Stored data:

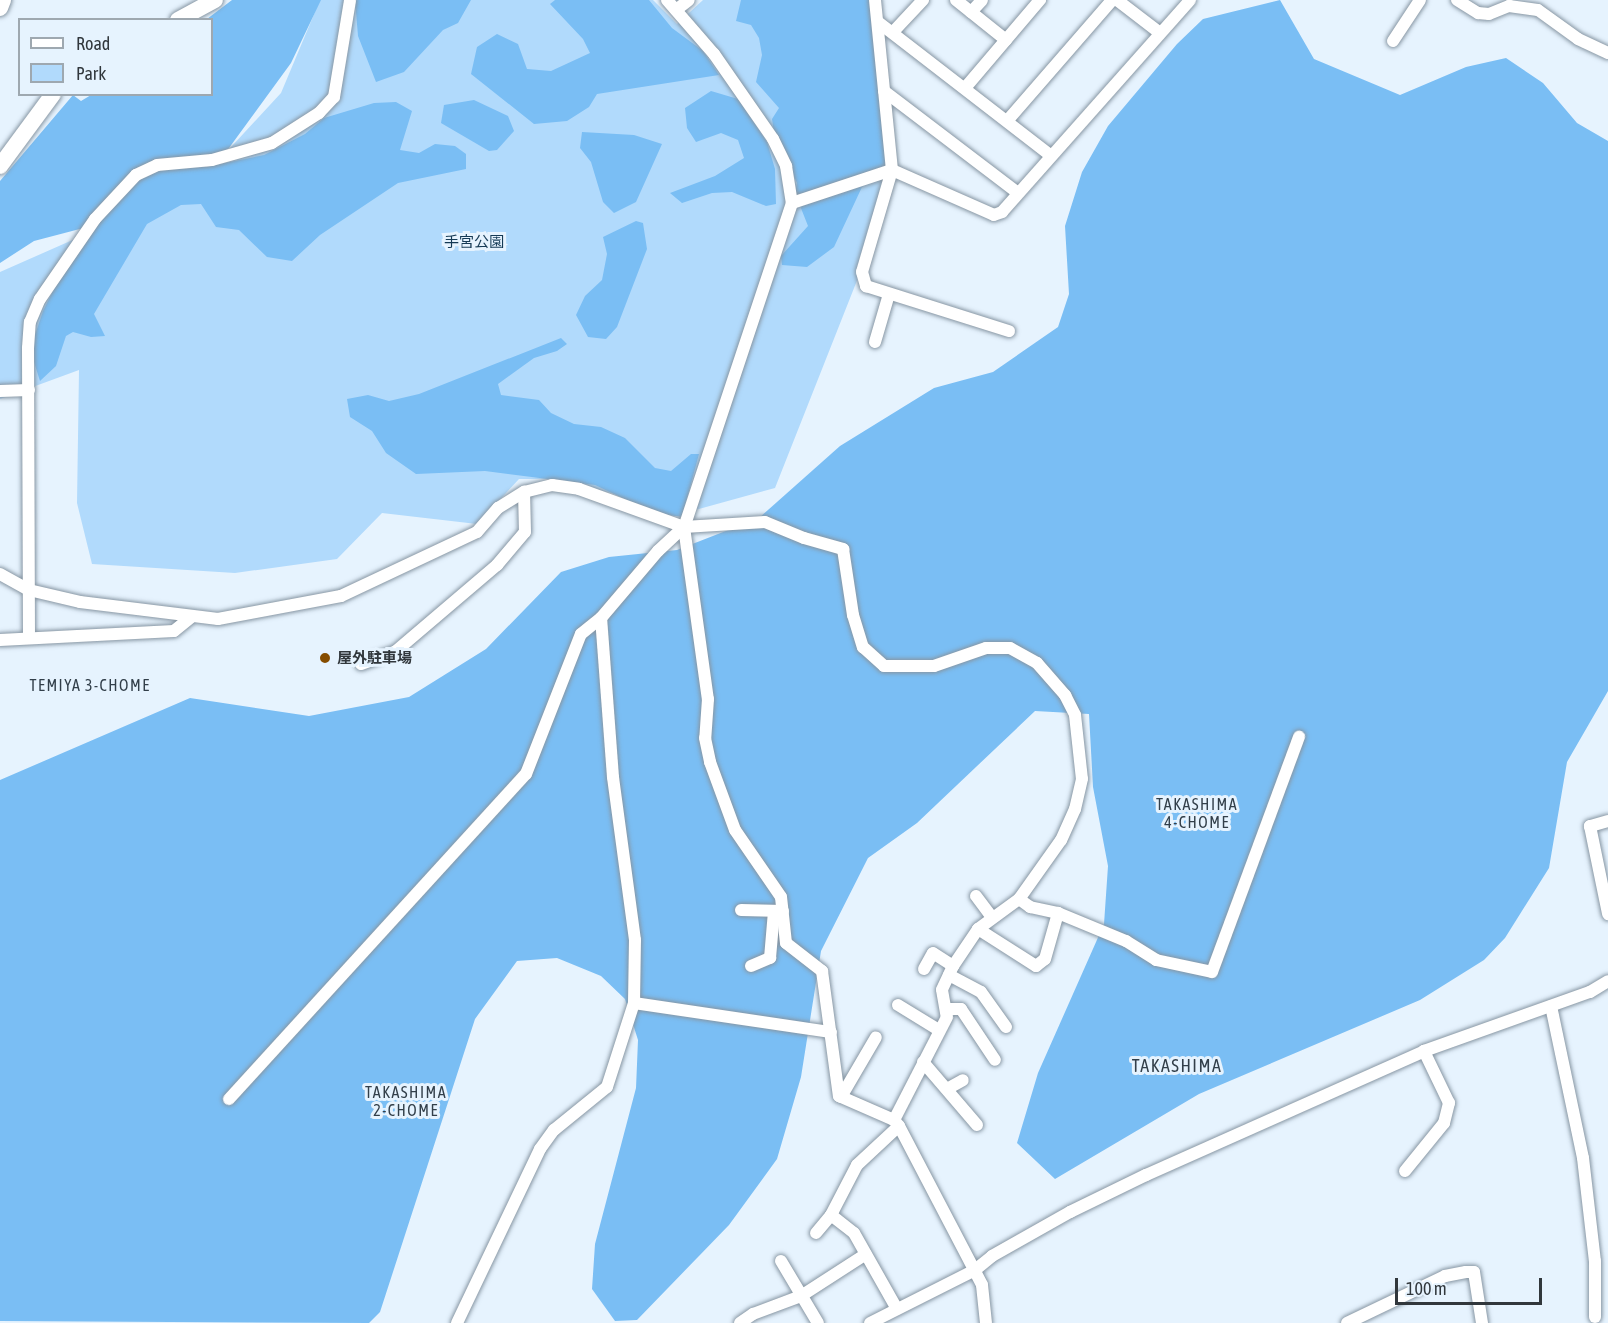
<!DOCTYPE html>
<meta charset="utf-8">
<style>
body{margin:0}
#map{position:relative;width:1608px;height:1323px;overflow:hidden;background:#e6f3fe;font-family:"Asap Condensed","Noto Sans JP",sans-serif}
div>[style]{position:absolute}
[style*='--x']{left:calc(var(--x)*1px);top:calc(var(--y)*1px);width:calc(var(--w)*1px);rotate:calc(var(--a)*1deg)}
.green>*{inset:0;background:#b1dafc}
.forest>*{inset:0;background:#7abef4}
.roads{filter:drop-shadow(0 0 2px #8796a3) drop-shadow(0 0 2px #8796a3)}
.street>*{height:12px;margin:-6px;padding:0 6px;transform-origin:6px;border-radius:6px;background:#fff}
.secondary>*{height:16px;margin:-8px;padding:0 8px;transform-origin:8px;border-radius:8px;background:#fff}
.dots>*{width:16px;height:16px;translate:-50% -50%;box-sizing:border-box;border:3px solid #e6f3fe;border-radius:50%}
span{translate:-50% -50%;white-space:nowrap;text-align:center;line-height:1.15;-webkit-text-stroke:6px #e6f3fe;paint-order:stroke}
.park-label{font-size:15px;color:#153a55}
.poi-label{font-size:15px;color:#31373c;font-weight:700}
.left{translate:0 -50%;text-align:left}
.neighbourhood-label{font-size:16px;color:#323f4a;letter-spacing:1.5px}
.quarter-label{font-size:18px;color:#323f4a;letter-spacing:1.5px}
.legend{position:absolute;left:18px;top:18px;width:195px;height:78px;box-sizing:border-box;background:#e6f3fe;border:2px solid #9ea8b0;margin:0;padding:8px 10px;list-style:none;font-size:18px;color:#31373c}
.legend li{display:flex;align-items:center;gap:12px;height:30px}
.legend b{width:30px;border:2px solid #9ea8b0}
.scale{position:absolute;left:1395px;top:1278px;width:147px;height:27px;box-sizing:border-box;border:3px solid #31373c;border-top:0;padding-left:8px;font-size:18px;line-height:21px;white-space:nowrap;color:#31373c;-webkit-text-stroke:4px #e6f3fe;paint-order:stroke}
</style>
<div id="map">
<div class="green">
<i style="clip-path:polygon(320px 0,653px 0,677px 24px,703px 0,864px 0,886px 165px,858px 278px,775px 488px,688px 512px,554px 479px,519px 479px,477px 524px,382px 513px,337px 559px,235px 573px,92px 564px,77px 503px,79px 370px,0 399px,0 272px,195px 186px,281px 93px)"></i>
</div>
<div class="forest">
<i style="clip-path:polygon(232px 0,321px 0,291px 63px,229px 148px,205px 167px,264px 155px,305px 134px,324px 118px,374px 103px,396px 102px,412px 111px,400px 150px,419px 153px,435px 144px,455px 146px,466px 154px,466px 169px,398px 183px,320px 235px,292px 261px,267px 257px,239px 230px,216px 227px,201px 204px,181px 205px,147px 224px,94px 314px,105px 336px,91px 337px,73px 332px,66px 336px,56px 366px,40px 381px,33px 359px,34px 338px,43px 311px,60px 277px,95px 225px,34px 241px,0 263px,0 181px,73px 95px,81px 101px,91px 95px,212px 94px,212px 20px,207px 19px)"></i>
<i style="clip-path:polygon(355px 0,471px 0,458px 23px,443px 30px,404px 72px,376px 82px,358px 36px)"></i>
<i style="clip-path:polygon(555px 0,649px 0,672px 28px,703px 51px,719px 75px,597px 94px,589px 107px,567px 121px,534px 124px,471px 74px,477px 47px,497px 34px,518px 44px,527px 69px,551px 71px,590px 53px,583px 39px,550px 4px)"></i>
<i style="clip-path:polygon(741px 0,871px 0,887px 169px,862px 187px,834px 247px,807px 267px,782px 265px,781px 256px,808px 226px,795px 193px,797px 183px,774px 132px,772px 119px,779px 108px,756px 82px,762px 55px,759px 38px,751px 25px,736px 21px)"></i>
<i style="clip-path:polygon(1280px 0,1314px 59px,1400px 95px,1466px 67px,1506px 58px,1543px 83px,1577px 123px,1608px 141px,1608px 691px,1567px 762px,1549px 868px,1505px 938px,1484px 960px,1420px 1000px,1199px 1094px,1055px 1179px,1017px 1143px,1038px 1073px,1104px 924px,1108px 866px,1093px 787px,1089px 714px,1035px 711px,917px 823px,868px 858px,821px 951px,801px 1077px,777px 1159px,729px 1225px,637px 1320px,615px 1321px,592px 1289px,595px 1244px,636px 1088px,638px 1040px,625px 999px,601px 976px,557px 958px,517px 961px,475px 1019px,380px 1312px,369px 1323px,0 1321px,0 780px,190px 698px,309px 716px,409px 697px,486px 649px,561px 572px,609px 557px,677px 550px,759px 518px,840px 446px,934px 388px,993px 372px,1058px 327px,1069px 294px,1065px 226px,1082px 172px,1108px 126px,1177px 44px,1203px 19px)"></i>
<i style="clip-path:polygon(711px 91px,738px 99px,767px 142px,775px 169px,776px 204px,766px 206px,732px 192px,712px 193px,682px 203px,670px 193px,715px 176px,744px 158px,738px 140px,721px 133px,696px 142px,687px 128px,685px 108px)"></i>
<i style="clip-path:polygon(474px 100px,508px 116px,514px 131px,497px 150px,489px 151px,441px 123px,444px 105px)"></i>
<i style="clip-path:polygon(582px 132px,634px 135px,662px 144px,636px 202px,614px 213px,603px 202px,591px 162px,580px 148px)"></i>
<i style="clip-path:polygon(636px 221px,643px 223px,647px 249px,617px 327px,606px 339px,588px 337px,576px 315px,585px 296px,602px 280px,607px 254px,603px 237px)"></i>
<i style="clip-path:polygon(561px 338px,567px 344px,557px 351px,534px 358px,498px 384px,501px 395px,539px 400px,551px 413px,574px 424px,601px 427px,625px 438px,655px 468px,671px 471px,691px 454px,699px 454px,682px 517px,654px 513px,595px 485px,485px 471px,416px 474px,386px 453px,372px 431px,350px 417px,347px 399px,368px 395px,389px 401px,419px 394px)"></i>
</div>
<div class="roads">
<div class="street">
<i style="--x:667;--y:0;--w:72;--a:49"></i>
<i style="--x:714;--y:54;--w:103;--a:55.2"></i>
<i style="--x:773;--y:139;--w:30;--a:64"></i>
<i style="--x:786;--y:166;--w:37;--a:81"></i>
<i style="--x:792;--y:203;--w:342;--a:108.4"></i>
<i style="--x:684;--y:527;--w:174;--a:82.1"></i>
<i style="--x:708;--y:699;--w:39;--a:94"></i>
<i style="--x:705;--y:738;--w:25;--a:78"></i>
<i style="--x:710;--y:762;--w:72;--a:69.8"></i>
<i style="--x:735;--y:830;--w:81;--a:55.5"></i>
<i style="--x:781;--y:897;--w:46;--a:83.8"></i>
<i style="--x:786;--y:943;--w:46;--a:37.9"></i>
<i style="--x:822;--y:971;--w:126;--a:82.3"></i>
<i style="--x:839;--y:1096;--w:60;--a:23.6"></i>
<i style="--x:894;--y:1120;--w:8;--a:50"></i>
<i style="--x:899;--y:1126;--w:179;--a:62.4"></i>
<i style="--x:982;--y:1285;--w:38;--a:84"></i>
<i style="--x:875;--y:0;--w:171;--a:84.3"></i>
<i style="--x:892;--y:170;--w:106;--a:106.4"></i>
<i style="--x:862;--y:272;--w:15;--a:74"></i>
<i style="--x:866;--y:286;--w:150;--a:17.5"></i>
<i style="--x:956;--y:0;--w:64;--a:38.7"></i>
<i style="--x:1117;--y:0;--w:54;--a:37.5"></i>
<i style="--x:1457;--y:0;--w:25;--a:32"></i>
<i style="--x:1478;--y:13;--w:11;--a:5"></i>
<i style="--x:1489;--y:14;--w:22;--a:-22"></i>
<i style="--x:1509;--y:6;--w:29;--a:8"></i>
<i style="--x:1538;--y:10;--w:49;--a:35.9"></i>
<i style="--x:1578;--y:39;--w:33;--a:25"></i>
<i style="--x:676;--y:10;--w:16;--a:-38"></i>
<i style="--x:971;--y:12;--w:16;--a:-47"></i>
<i style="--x:878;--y:22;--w:217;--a:37.7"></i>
<i style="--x:893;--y:32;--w:44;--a:-46.8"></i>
<i style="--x:1393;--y:41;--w:49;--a:-56.6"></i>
<i style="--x:965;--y:88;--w:116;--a:-49.6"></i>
<i style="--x:884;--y:91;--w:168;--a:37.3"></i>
<i style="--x:1007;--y:121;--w:160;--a:-49"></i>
<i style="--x:792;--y:203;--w:105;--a:-18.3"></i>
<i style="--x:892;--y:170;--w:111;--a:23.8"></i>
<i style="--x:994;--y:215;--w:9;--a:-21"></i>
<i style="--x:1002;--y:212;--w:283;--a:-48.4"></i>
<i style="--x:875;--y:342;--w:50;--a:-73.7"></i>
<i style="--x:0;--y:391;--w:29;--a:-2"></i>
<i style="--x:0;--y:574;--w:33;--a:29"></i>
<i style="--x:29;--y:590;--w:52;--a:13.2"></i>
<i style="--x:80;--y:602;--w:139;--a:7"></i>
<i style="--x:218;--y:619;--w:125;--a:-10.6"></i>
<i style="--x:341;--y:596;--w:150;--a:-25.2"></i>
<i style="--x:477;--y:532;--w:32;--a:-49"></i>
<i style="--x:498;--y:508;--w:31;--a:-32"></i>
<i style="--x:524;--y:492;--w:29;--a:-14"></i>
<i style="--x:552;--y:485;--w:27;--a:8"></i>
<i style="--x:579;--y:489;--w:112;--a:19.9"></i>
<i style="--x:684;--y:527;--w:81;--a:-3.5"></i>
<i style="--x:765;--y:522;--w:42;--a:22.3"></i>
<i style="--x:804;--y:538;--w:41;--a:15.8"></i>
<i style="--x:843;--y:549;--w:67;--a:81.4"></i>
<i style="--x:853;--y:615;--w:34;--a:73"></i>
<i style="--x:863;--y:647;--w:28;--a:42"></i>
<i style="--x:884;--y:666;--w:50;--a:0"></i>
<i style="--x:934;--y:666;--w:55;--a:-19.1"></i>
<i style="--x:986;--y:648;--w:24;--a:0"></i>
<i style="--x:1010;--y:648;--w:31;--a:29"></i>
<i style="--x:1037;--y:663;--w:43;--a:48.8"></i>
<i style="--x:1065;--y:695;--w:22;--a:63"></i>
<i style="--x:1075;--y:715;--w:64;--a:83.8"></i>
<i style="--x:1082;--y:779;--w:31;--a:103"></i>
<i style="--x:1075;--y:809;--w:34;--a:114"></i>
<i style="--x:1061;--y:840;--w:72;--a:125.4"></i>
<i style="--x:1019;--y:899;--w:51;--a:143.8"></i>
<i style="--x:978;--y:929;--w:45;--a:124"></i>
<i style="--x:953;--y:966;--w:26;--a:115"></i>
<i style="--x:942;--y:990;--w:27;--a:80"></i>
<i style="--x:947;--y:1017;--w:116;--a:117.2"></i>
<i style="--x:29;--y:636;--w:288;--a:-90.2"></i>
<i style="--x:28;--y:348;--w:26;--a:-86"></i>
<i style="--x:30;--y:322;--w:25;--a:-67"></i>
<i style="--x:40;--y:299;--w:97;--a:-55.5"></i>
<i style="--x:95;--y:219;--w:60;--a:-47"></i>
<i style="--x:136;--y:175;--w:23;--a:-25"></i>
<i style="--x:157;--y:165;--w:55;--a:-5.2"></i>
<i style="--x:212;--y:160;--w:62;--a:-15.8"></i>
<i style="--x:272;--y:143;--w:56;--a:-32.6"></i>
<i style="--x:319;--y:113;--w:22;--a:-47"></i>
<i style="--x:334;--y:97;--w:98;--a:-80.6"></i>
<i style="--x:0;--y:640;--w:174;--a:-3"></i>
<i style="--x:174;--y:631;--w:21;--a:-39"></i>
<i style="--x:361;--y:664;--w:37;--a:-20"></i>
<i style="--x:396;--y:651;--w:133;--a:-40.4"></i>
<i style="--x:497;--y:565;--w:43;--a:-49.7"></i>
<i style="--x:525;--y:532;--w:40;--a:-91.4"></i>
<i style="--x:1608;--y:821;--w:19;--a:164"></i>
<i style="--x:1590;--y:826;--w:90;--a:78.4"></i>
<i style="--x:976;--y:896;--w:26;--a:53"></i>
<i style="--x:1019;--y:899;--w:14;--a:36"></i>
<i style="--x:1030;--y:907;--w:29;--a:12"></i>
<i style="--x:1058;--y:913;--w:74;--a:22.4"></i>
<i style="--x:1126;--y:941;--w:36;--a:32"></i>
<i style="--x:1156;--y:960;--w:57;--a:12.1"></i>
<i style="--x:1212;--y:972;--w:251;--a:-69.7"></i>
<i style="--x:741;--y:910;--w:42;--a:1.4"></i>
<i style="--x:978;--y:929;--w:69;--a:32.5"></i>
<i style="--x:1036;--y:966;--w:11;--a:-38"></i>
<i style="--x:1045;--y:959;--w:48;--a:-74.2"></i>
<i style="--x:751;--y:966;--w:21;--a:-23"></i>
<i style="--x:770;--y:958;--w:47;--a:-85.1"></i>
<i style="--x:924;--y:969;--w:18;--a:-61"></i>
<i style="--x:933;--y:953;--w:24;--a:33"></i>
<i style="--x:949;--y:975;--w:36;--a:28"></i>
<i style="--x:981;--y:992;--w:43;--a:54.5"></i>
<i style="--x:634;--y:1003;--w:199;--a:8.4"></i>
<i style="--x:898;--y:1005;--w:48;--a:31.4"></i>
<i style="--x:1551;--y:1006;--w:155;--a:78.1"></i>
<i style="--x:1583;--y:1158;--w:104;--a:83.4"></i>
<i style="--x:1595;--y:1261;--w:56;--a:90"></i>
<i style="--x:947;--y:1009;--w:14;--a:0"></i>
<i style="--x:961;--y:1009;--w:61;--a:56.3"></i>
<i style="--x:923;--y:1062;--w:83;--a:49.4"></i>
<i style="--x:947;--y:1089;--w:18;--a:-29"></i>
<i style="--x:841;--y:1097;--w:69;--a:-59.7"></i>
<i style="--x:229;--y:1099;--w:440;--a:-47.6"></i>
<i style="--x:526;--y:774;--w:150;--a:-68.6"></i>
<i style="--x:581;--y:634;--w:26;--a:-39"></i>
<i style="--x:601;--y:618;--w:88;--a:-49.6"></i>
<i style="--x:658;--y:551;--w:35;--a:-43"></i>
<i style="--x:1405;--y:1171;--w:62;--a:-50.9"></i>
<i style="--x:1444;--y:1123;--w:21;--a:-76"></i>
<i style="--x:1449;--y:1103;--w:58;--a:-115.7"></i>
<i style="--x:831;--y:1215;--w:29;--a:38"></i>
<i style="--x:854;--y:1233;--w:87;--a:60.5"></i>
<i style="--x:816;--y:1233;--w:23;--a:-50"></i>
<i style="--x:831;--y:1215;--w:56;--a:-62.5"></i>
<i style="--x:857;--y:1165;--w:57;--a:-42.9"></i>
<i style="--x:781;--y:1261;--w:72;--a:59.2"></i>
<i style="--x:457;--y:1323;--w:193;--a:-64.5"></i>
<i style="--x:540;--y:1149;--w:24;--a:-54"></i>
<i style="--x:554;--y:1130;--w:68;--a:-39.1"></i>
<i style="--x:607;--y:1087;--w:88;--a:-72.2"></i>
<i style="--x:634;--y:1003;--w:63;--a:-89.1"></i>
<i style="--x:635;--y:940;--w:164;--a:-97.7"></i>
<i style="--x:613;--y:777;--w:159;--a:-94.3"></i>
<i style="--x:740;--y:1323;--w:16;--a:-35"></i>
<i style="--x:753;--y:1314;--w:51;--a:-20.6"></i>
<i style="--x:801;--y:1296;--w:77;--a:-32.9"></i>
<i style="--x:870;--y:1323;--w:118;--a:-26.8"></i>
<i style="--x:975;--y:1270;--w:22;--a:-39"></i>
<i style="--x:992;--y:1256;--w:90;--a:-29.4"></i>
<i style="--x:1070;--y:1212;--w:85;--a:-26"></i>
<i style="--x:1146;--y:1175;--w:304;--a:-24"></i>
<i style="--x:1424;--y:1051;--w:176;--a:-19.6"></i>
<i style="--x:1590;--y:992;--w:21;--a:-31"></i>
<i style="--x:1347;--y:1323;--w:109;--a:-25.6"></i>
<i style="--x:1445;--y:1276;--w:21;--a:-11"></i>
<i style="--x:1466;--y:1272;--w:8;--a:0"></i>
<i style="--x:1474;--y:1272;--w:52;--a:81.1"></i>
</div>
<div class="secondary">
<i style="--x:0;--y:8;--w:9;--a:-69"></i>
<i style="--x:178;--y:20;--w:42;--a:-28.4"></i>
<i style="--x:0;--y:166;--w:89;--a:-53.6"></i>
</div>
</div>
<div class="dots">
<i style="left:325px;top:658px;background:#854c00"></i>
</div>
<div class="park-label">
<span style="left:474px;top:242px">手宮公園</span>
</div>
<div class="poi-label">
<span class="left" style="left:337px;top:658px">屋外駐車場</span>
</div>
<div class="neighbourhood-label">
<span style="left:90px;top:685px">TEMIYA 3-CHOME</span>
<span style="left:1197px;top:813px">TAKASHIMA<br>4-CHOME</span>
<span style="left:406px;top:1101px">TAKASHIMA<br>2-CHOME</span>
</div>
<div class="quarter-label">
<span style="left:1177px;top:1066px">TAKASHIMA</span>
</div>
<ul class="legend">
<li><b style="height:8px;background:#fff"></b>Road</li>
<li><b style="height:16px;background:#b1dafc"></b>Park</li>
</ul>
<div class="scale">100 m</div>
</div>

Requirement:
Please find, in the entries above, every line where "roads" occurs, and copy it.

Solution to this exercise:
.roads{filter:drop-shadow(0 0 2px #8796a3) drop-shadow(0 0 2px #8796a3)}
<div class="roads">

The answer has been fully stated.